The card I drew was the Star, which is pictured in many decks as a woman either in the water or kneeling next to it, pouring water out from two pitchers. The message I usually tend to take from that card is to make sure that I don’t get so busy giving to others that I forget to take care of myself.

I was raised in a family that valued hard work and “pulling one’s weight” above anything else. My sister and I were doing the bulk of the housework by the time we were in our teens, because even children weren’t allowed to be “freeloaders.” The message with which I was raised was clear: any net cost incurred because I lived there wasn’t worth it, and I’d better provide enough labor to cover it. That was a toxic mindset to grow up in, having to earn the love of the people dearest to me. It taught me to agonize over the ways I am not always able to pull my own weight, instead of being able to give everything I’ve got and then accept my limits gracefully.

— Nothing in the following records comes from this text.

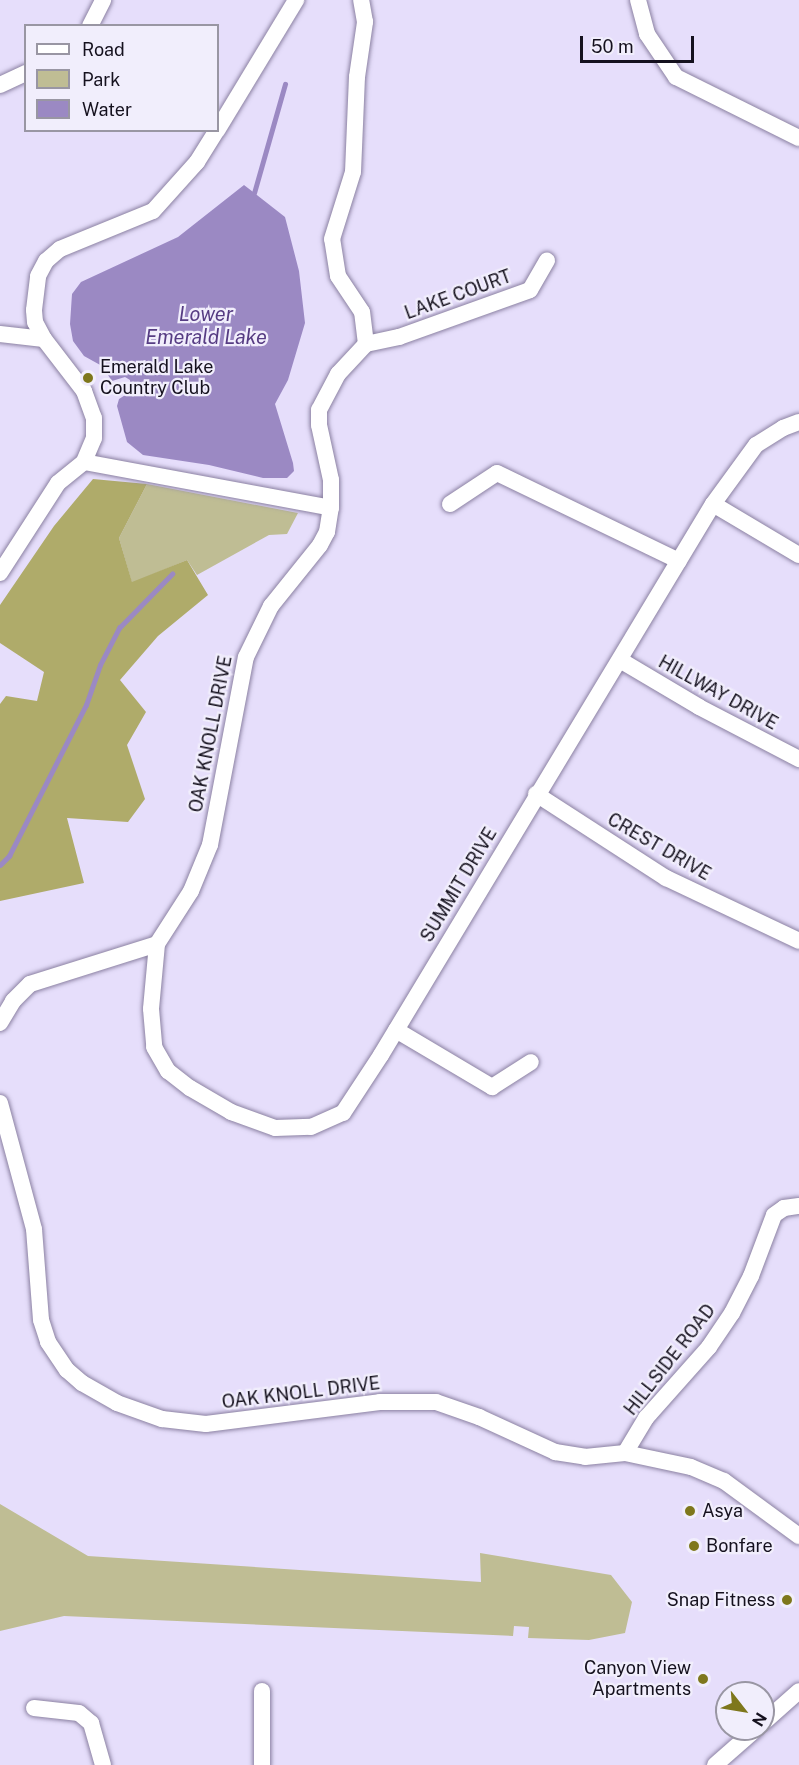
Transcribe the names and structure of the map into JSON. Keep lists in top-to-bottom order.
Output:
{
  "streets": {
    "street": [
      "LAKE COURT",
      "HILLWAY DRIVE",
      "OAK KNOLL DRIVE",
      "CREST DRIVE",
      "SUMMIT DRIVE",
      "HILLSIDE ROAD"
    ]
  },
  "crossings": [
    ["LAKE COURT", "OAK KNOLL DRIVE"],
    ["HILLWAY DRIVE", "SUMMIT DRIVE"],
    ["OAK KNOLL DRIVE", "SUMMIT DRIVE"],
    ["OAK KNOLL DRIVE", "HILLSIDE ROAD"],
    ["CREST DRIVE", "SUMMIT DRIVE"]
  ],
  "water": ["Lower Emerald Lake"],
  "places": [
    "Emerald Lake Country Club",
    "Asya",
    "Bonfare",
    "Snap Fitness",
    "Canyon View Apartments"
  ],
  "legend": ["Road", "Park", "Water"],
  "scale_bar": "50 m",
  "north": "bottom right"
}
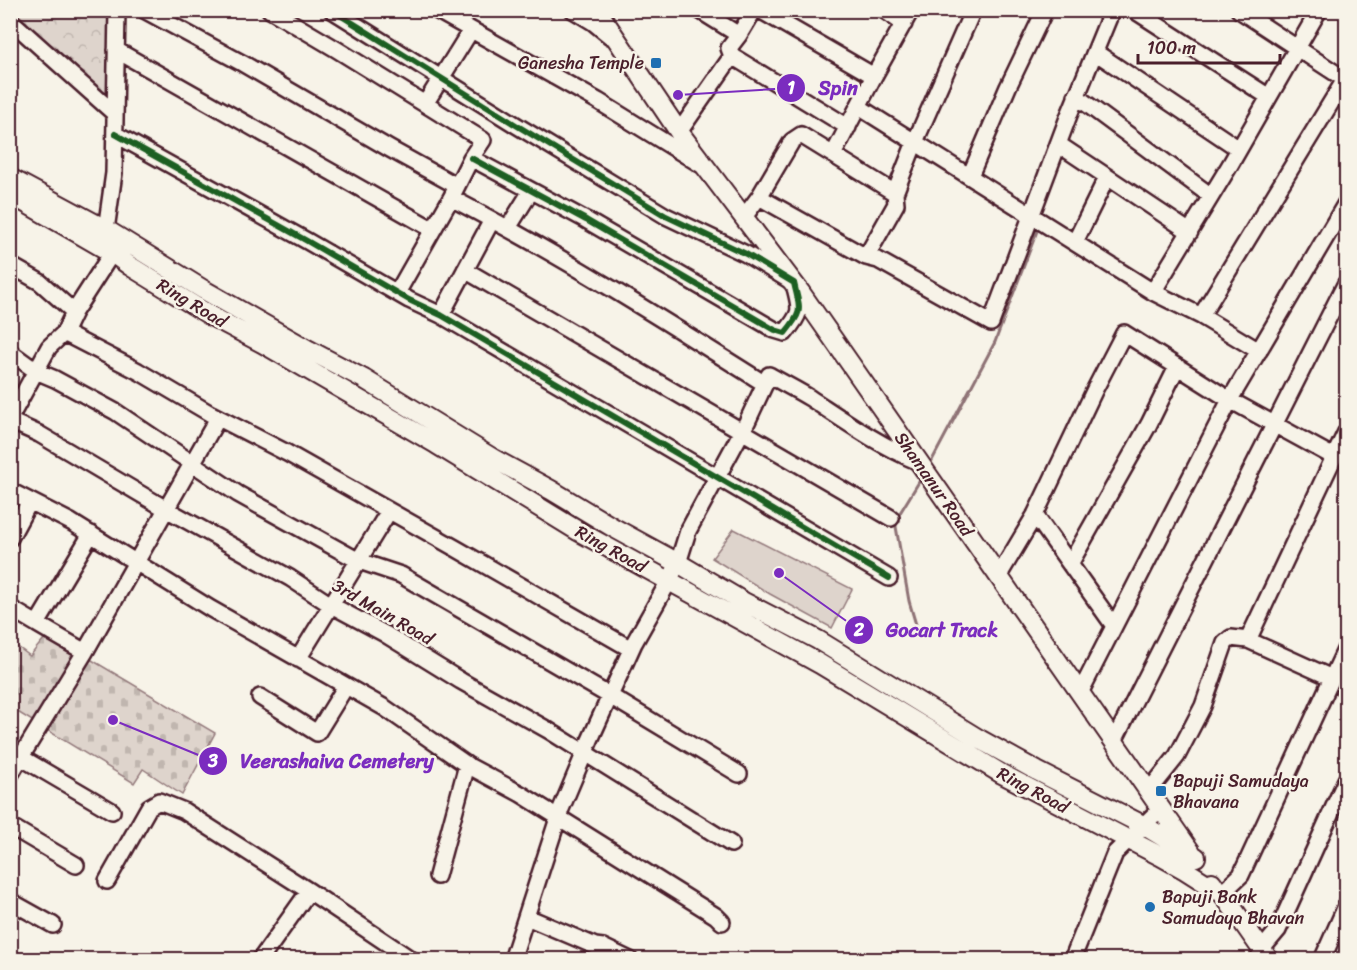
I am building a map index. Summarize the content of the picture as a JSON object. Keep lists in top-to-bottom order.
{
  "streets": {
    "main road": ["Ring Road", "Shamanur Road"],
    "street": ["3rd Main Road"]
  },
  "crossings": [
    ["Ring Road", "Shamanur Road"]
  ],
  "places": {
    "transit": ["Ganesha Temple", "Bapuji Samudaya Bhavana"],
    "other": [
      "Spin",
      "Gocart Track",
      "Veerashaiva Cemetery",
      "Bapuji Bank Samudaya Bhavan"
    ]
  },
  "scale_bar": "100 m"
}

I have long believed that the lesson I’m supposed to be working on as part of my devotion to Aengus is about learning to love myself, and not forgetting my own value in a world that has told me for years that I have none. For someone who started mowing yards and babysitting to pay for my own clothes at 14, and who started paying my parents full market rent on my bedroom when I was still in my teens, it’s hard to forgive myself for not being able to pull my weight financially. But I’m trying very hard to remember that self-care is a service to the gods too. If I am to be a tool in the hands of my gods, then I have to keep myself in working order, and that means respecting my own load limits. If I insist on taking on burdens so heavy that they break me, how useful will I be later? So I’m learning–slowly!–to balance doing all that I can with forgiving myself for the things I can’t. It’s a slow process, but I’m getting there as best  I can.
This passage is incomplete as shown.